Former WWII ‘Code Girl’ Honored for Service, Celebrates 100th Birthday
Gilchrist honored Joan Heslin Moore, 100, with a veteran salute tribute in July to thank her for her service as a lieutenant in the Navy’s Women Accepted for Volunteer Emergency Service (WAVES) program during World War II. As part of Gilchrist’s We Honor Veterans program, volunteer veterans pay tribute to all patients who have served in the military. Joan’s family attended the ceremony, and one of her great-granddaughters proudly held the American flag during the Pledge of Allegiance.
“She was thrilled and thought the ceremony was lovely,” said her daughter Kathy Catzen. “She thought it was cute that she outranked all of the men who were saluting her.”
After college, Joan graduated from officer training as an Ensign in January 1943. She immediately began work as a communications officer, or “code girl,” stationed in Boston. She was responsible for coding and decoding cables, tracking German U-boats and sending top secret orders to ships under the Navy’s command. At 21, Joan was the second youngest among the first corps of women to become Navy officers.
Joan recalled in an interview with the Veteran’s History project how during WWII, all Americans made sacrifices to help in the war effort.

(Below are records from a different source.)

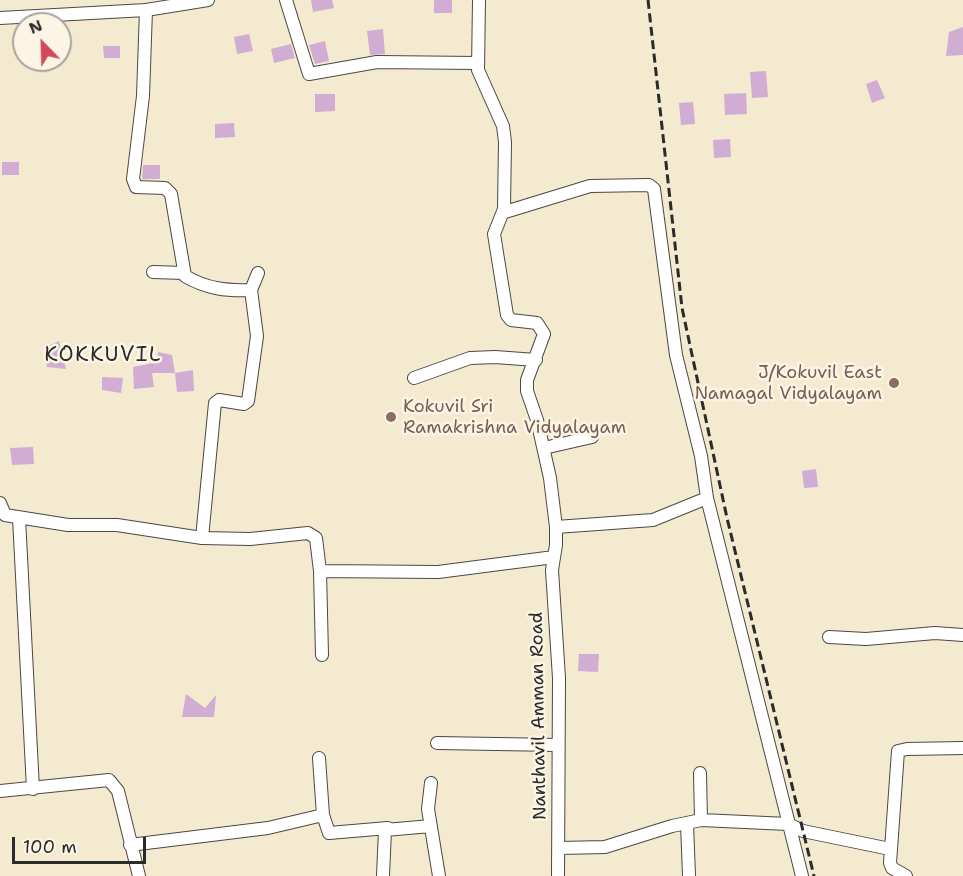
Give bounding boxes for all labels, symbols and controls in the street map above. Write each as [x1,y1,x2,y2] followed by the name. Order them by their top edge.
[12,12,72,72] north arrow
[26,15,45,39] text: N
[44,343,162,369] district label: KOKKUVIL
[694,362,882,404] place label: J/Kokuvil East Namagal Vidyalayam
[887,376,901,390] marker: J/Kokuvil East Namagal Vidyalayam
[403,396,626,438] place label: Kokuvil Sri Ramakrishna Vidyalayam
[384,410,398,424] marker: Kokuvil Sri Ramakrishna Vidyalayam
[526,612,552,820] street label: Nanthavil Amman Road
[15,825,148,863] scale bar
[23,835,77,859] text: 100 m

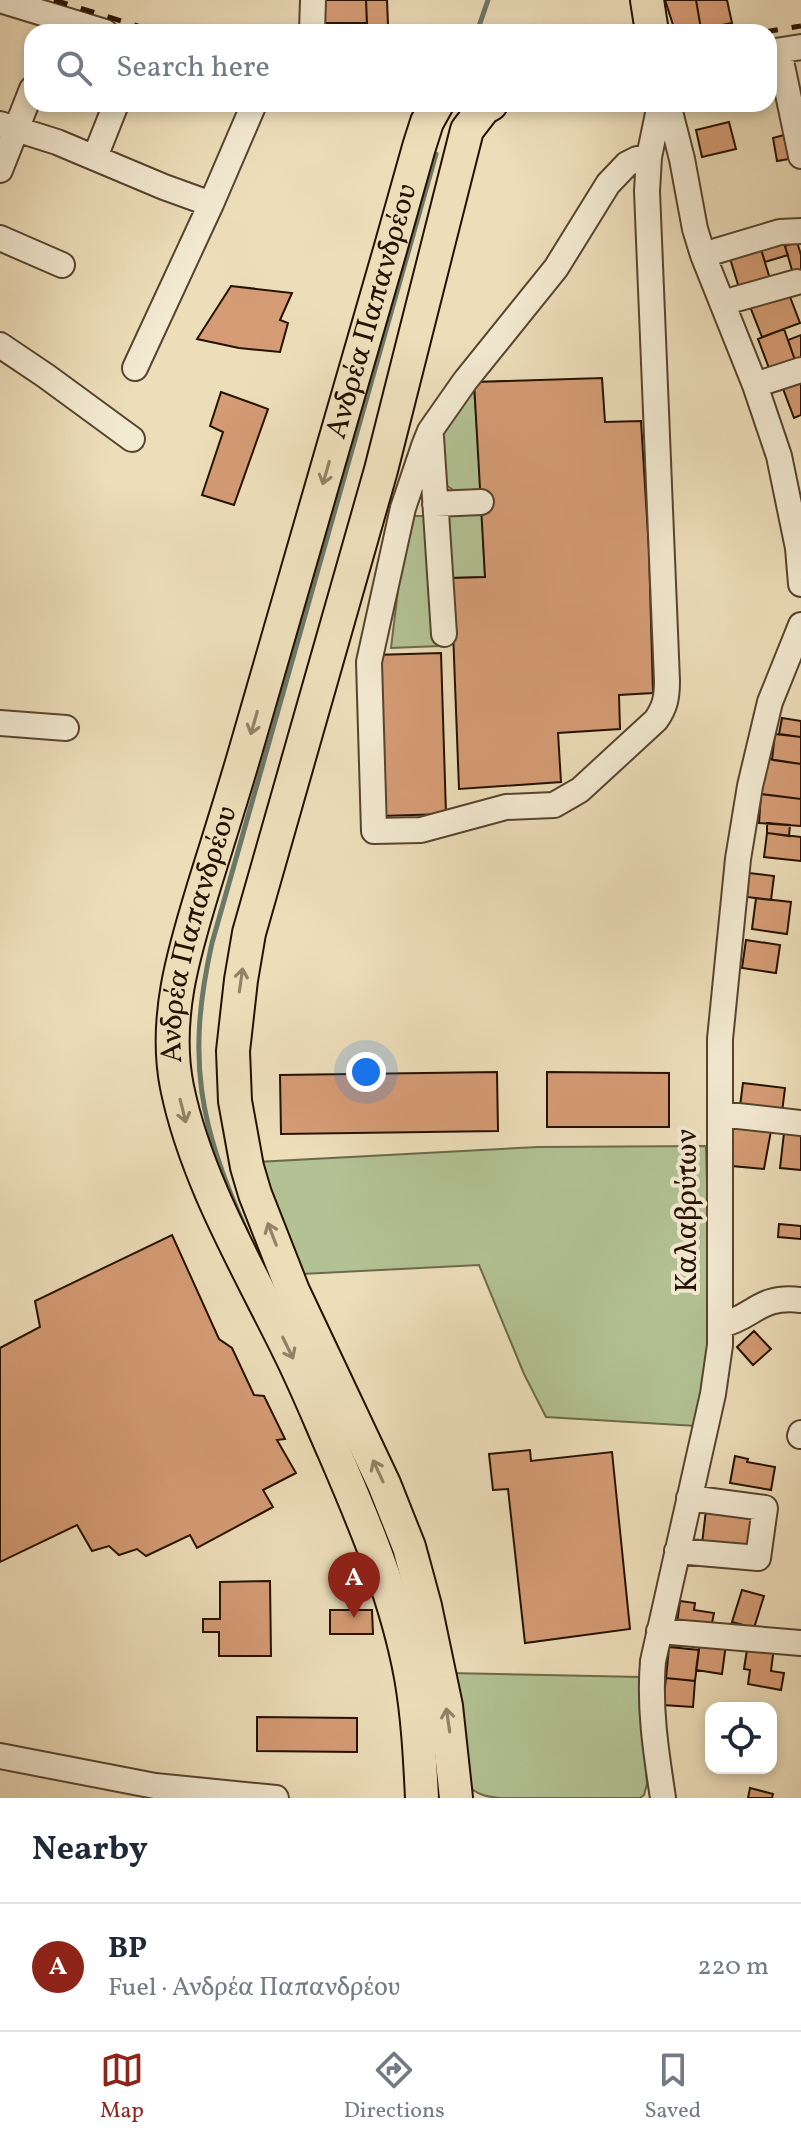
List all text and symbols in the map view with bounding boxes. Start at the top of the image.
search box [24,24,777,112]
icon: search [52,46,96,90]
text: Search here [116,47,270,89]
street label: Ανδρέα Παπανδρέου [316,179,429,444]
one-way arrow [318,460,333,486]
one-way arrow [246,709,261,735]
street label: Ανδρέα Παπανδρέου [151,801,249,1064]
one-way arrow [234,968,249,993]
your location [346,1052,386,1092]
one-way arrow [176,1097,191,1123]
street label: Καλαβρύτων [667,1129,709,1293]
one-way arrow [264,1222,278,1247]
one-way arrow [280,1335,296,1359]
one-way arrow [370,1459,385,1483]
pin: A [328,1552,380,1618]
map controls [705,1702,777,1774]
button: locate [705,1702,777,1774]
one-way arrow [440,1708,455,1734]
text: Nearby [32,1827,148,1874]
text: BP [108,1928,147,1970]
text: A [49,1949,67,1985]
text: 220 m [697,1949,769,1985]
text: Fuel · Ανδρέα Παπανδρέου [108,1970,400,2006]
tab: Map [100,2048,144,2127]
tab: Directions [344,2048,445,2127]
tab: Saved [644,2048,701,2127]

While she and other enlisted members took part in the war, Americans at home faced rationing of everything from gasoline to shoes, meat and butter.
“A whole generation literally had to grow up overnight,” Joan explained.
Joan left active duty as a full lieutenant in 1946. After marrying an Army officer, she moved to Japan, where her husband was stationed. In the ensuing years, she raised 14 children and now has more than 30 grandchildren and more than a dozen great-grandchildren. For many years, Joan wasn’t able to talk about her contributions to the war, because her work was classified.
Today, Joan lives at Mercy Ridge Retirement Community in Timonium, where she receives hospice services from Gilchrist. To celebrate her 100th birthday, Joan’s family brought her to the family farmhouse in the Poconos, where they have shared many wonderful memories together over the past 50 years. Joan spent her birthday with five of her children and their families, celebrating with fireworks and watching a memory reel of photos. Joan blew out all the candles on her cake in one breath.
Gilchrist is honored to serve one of the trailblazing women whose contributions made history and helped pave the way for inclusion of women in the Armed Forces. Thank you for your sacrifice and service, Joan!